◆ **TASK**
From the entries below, say how many lines carry the word "stream", and give nothing but the number.

Source records
|---|
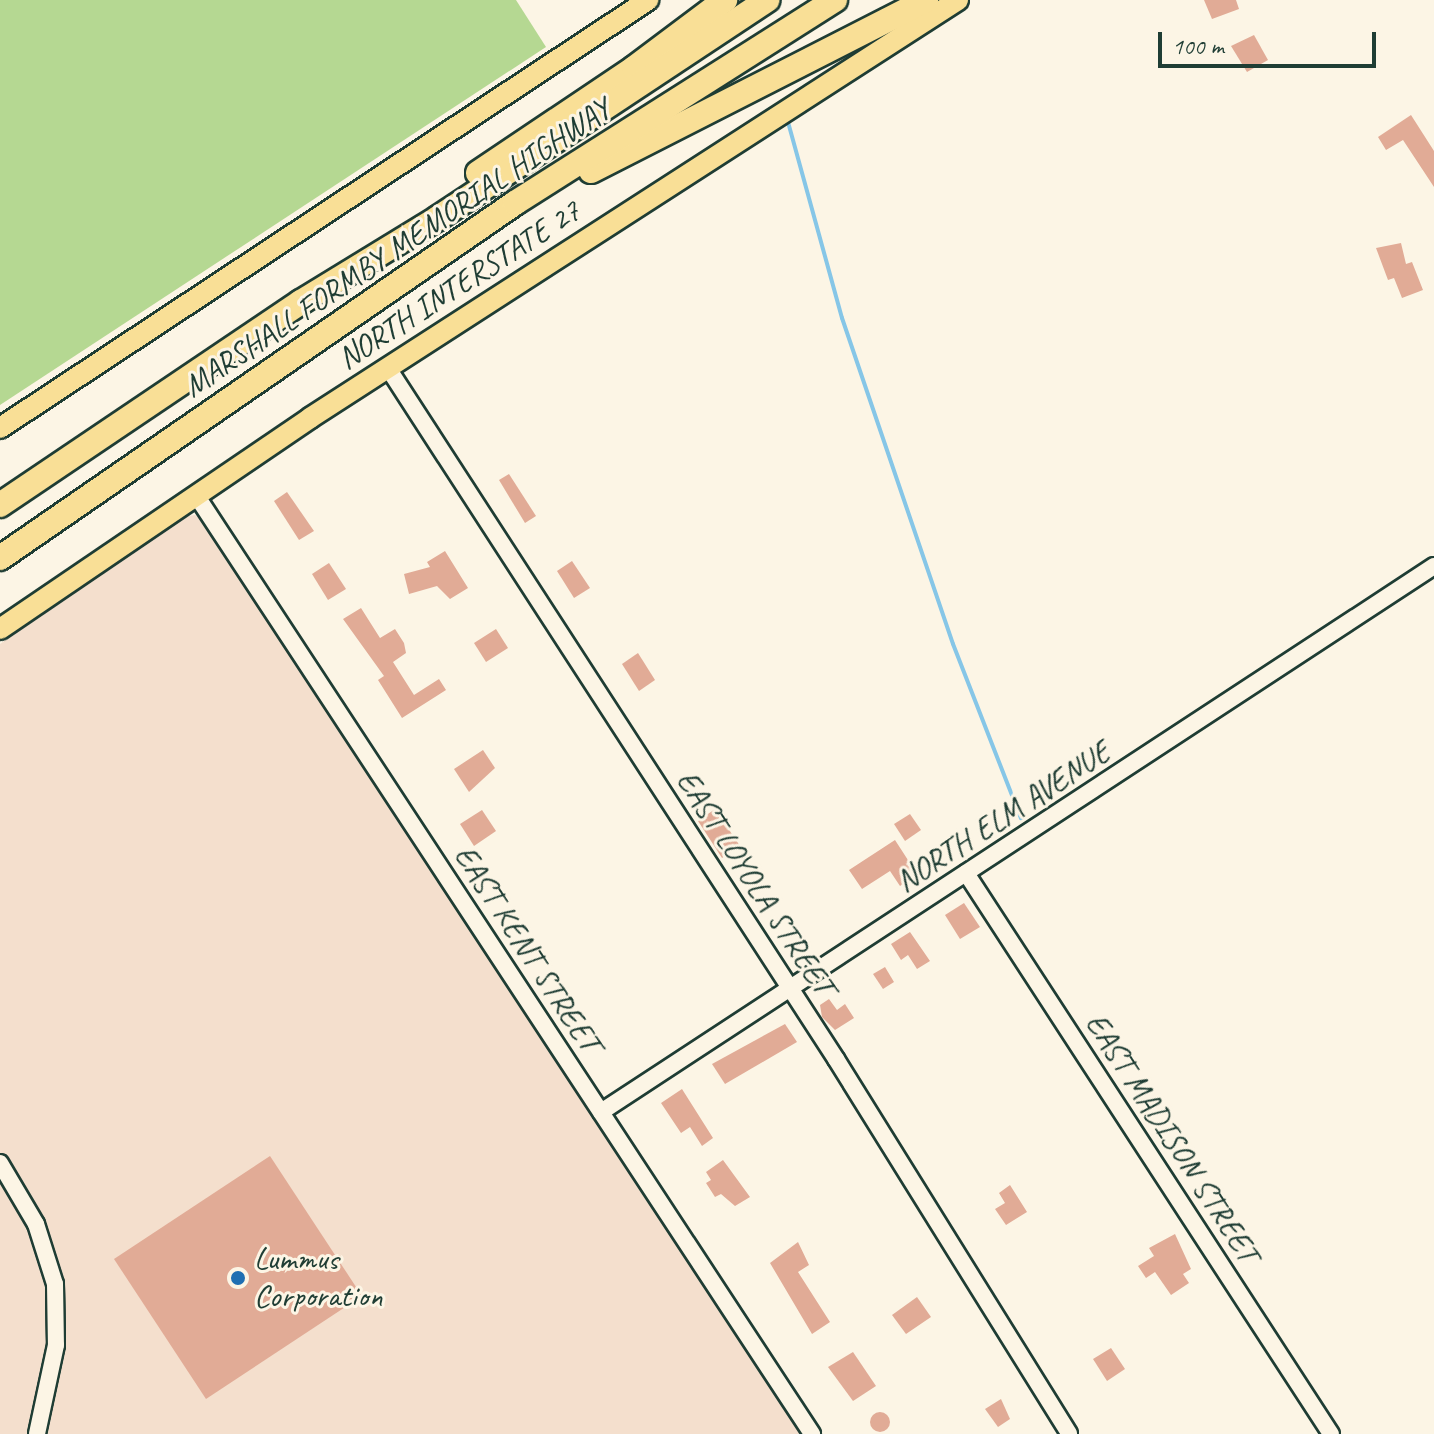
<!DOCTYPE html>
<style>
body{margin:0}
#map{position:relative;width:1434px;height:1434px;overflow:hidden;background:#fcf5e5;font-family:Caveat,sans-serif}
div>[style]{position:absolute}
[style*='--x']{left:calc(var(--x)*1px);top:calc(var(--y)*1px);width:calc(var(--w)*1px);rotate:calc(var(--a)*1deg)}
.built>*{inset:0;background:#f4dfcd}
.green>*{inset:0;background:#b5d892}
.stream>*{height:4px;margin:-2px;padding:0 2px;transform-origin:2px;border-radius:2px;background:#86c6e7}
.building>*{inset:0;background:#e1ab96}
.round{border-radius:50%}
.roads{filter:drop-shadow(2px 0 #1f3d34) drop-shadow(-2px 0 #1f3d34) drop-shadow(0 2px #1f3d34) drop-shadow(0 -2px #1f3d34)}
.minor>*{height:16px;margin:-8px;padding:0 8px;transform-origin:8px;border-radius:8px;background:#fcf5e5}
.major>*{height:20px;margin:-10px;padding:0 10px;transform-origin:10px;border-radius:10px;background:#f9df96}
.highway>*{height:24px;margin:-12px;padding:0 12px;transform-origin:12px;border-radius:12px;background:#f9df96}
.dots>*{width:22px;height:22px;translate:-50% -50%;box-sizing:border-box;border:4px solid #fcf5e5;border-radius:50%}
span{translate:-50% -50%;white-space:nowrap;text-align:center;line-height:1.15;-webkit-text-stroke:6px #fcf5e5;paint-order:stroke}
.street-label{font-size:32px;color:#1f3d34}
.poi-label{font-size:32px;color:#1f3d34}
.left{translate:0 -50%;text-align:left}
.scale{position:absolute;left:1158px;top:32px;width:218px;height:36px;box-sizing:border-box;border:4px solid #1f3d34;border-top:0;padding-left:10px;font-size:24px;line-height:28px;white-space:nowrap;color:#1f3d34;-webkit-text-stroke:6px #fcf5e5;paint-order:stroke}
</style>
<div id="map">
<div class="built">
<div style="clip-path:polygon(195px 515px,205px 523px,800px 1434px,0 1434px,0 644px,184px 517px)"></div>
</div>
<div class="green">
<div style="clip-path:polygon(0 0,516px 0,546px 47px,0 405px)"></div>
</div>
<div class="stream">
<div style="--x:788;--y:122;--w:203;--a:74.6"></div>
<div style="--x:842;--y:318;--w:344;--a:71.2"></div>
<div style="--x:953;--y:644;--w:187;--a:68.7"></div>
</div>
<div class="building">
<div style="clip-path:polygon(1204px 0,1236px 0,1239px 9px,1212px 19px)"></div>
<div style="clip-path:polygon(1254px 35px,1268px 60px,1247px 72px,1231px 46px)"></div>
<div style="clip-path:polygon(1411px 115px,1434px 151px,1434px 187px,1403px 140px,1386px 150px,1378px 137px)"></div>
<div style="clip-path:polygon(1401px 243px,1406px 264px,1412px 262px,1423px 290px,1402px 298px,1394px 278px,1388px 280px,1376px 248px)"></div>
<div style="clip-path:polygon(509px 474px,536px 516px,525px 523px,499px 480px)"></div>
<div style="clip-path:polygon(287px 492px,314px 531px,299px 540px,274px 501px)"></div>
<div style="clip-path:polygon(445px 551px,468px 588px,450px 599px,437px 586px,409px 594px,404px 574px,430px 567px,427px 562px)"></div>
<div style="clip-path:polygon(572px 561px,590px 588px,574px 598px,557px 571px)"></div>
<div style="clip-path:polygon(329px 563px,346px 589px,328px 600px,312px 574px)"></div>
<div style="clip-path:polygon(361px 608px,380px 638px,395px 629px,404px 643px,406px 653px,393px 662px,414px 695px,439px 679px,446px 690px,402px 718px,378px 680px,384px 676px,343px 619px)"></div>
<div style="clip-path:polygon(496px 629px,508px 648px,486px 662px,474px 643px)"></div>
<div style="clip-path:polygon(638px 653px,655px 680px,639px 691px,622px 664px)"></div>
<div style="clip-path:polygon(483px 750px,495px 768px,469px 792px,454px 769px)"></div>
<div style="clip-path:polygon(715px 809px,740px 846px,722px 858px,698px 821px)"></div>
<div style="clip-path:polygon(482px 810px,496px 831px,474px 846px,460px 824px)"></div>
<div style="clip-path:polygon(910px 814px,921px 830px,905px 841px,894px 824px)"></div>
<div style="clip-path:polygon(895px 840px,917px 874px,900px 886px,890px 871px,862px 889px,849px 870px)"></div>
<div style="clip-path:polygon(964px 903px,980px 927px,960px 939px,945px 915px)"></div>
<div style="clip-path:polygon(910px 932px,930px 961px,917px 969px,908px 955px,901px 960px,891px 944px)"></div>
<div style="clip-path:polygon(885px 967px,894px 982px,883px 989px,873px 974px)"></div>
<div style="clip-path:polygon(829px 999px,837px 1010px,845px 1004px,854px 1018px,835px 1030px,822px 1017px,820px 1005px)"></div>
<div style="clip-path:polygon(785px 1024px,797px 1042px,725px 1084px,712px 1064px)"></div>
<div style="clip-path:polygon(682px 1089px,713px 1138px,702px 1146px,690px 1127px,681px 1133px,661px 1103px)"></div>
<div style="clip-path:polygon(270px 1156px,362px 1296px,206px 1399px,114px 1259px)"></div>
<div style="clip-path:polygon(723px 1160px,750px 1197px,735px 1206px,721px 1194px,715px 1197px,706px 1183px,711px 1180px,706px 1172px)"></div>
<div style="clip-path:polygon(1010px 1185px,1027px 1212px,1006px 1225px,995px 1209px,1005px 1203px,999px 1193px)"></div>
<div style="clip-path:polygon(1175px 1234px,1191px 1269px,1183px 1274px,1189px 1283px,1171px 1295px,1155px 1272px,1146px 1278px,1138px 1266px,1154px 1256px,1149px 1248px)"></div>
<div style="clip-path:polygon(798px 1242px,809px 1265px,798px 1272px,830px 1322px,812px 1334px,770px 1263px)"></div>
<div style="clip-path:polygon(917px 1297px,931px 1317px,906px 1334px,892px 1315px)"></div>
<div style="clip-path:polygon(1111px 1348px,1125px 1369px,1107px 1381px,1093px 1359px)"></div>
<div style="clip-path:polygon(853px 1352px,876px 1386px,853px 1401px,828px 1367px)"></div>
<div style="clip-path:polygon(1001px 1399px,1010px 1419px,998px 1427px,985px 1409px)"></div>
<div class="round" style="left:870px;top:1412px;width:20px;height:20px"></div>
</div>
<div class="roads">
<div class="minor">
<div style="--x:388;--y:368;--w:824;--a:57.04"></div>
<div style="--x:836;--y:1059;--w:441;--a:58.1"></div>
<div style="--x:196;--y:495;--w:1123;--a:56.73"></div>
<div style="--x:966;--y:873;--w:669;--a:56.95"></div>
<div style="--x:601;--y:1112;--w:996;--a:-33.24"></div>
<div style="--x:0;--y:1163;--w:71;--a:59.5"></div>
<div style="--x:36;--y:1224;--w:63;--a:72.4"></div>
<div style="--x:55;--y:1284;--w:61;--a:89.1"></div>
<div style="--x:56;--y:1345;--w:91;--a:102.1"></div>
</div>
<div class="major">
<div style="--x:0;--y:428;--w:777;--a:-33.44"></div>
<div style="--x:0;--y:629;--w:375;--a:-34.2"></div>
<div style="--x:310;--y:418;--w:771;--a:-32.82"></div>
</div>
<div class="highway">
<div style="--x:591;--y:171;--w:376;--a:-27"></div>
<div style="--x:478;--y:173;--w:188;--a:-33.9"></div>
<div style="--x:634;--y:68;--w:114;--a:-36.8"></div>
<div style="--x:0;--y:505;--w:363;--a:-34"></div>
<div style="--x:301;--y:302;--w:161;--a:-31.5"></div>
<div style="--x:438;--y:218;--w:395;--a:-33.5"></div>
<div style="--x:0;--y:558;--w:625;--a:-34.58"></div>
<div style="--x:515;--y:203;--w:379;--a:-32.4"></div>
</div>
</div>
<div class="dots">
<div style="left:238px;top:1278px;background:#1f6fb2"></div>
</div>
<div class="street-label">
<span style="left:397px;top:248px;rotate:-34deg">MARSHALL FORMBY MEMORIAL HIGHWAY</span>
<span style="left:459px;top:285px;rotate:-33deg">NORTH INTERSTATE 27</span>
<span style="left:1003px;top:817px;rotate:-33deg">NORTH ELM AVENUE</span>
<span style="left:755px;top:883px;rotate:57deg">EAST LOYOLA STREET</span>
<span style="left:527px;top:949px;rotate:57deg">EAST KENT STREET</span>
<span style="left:1172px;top:1138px;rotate:57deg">EAST MADISON STREET</span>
</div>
<div class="poi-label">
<span class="left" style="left:254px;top:1278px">Lummus<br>Corporation</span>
</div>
<div class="scale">100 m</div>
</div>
|---|
◆ **ANSWER**
2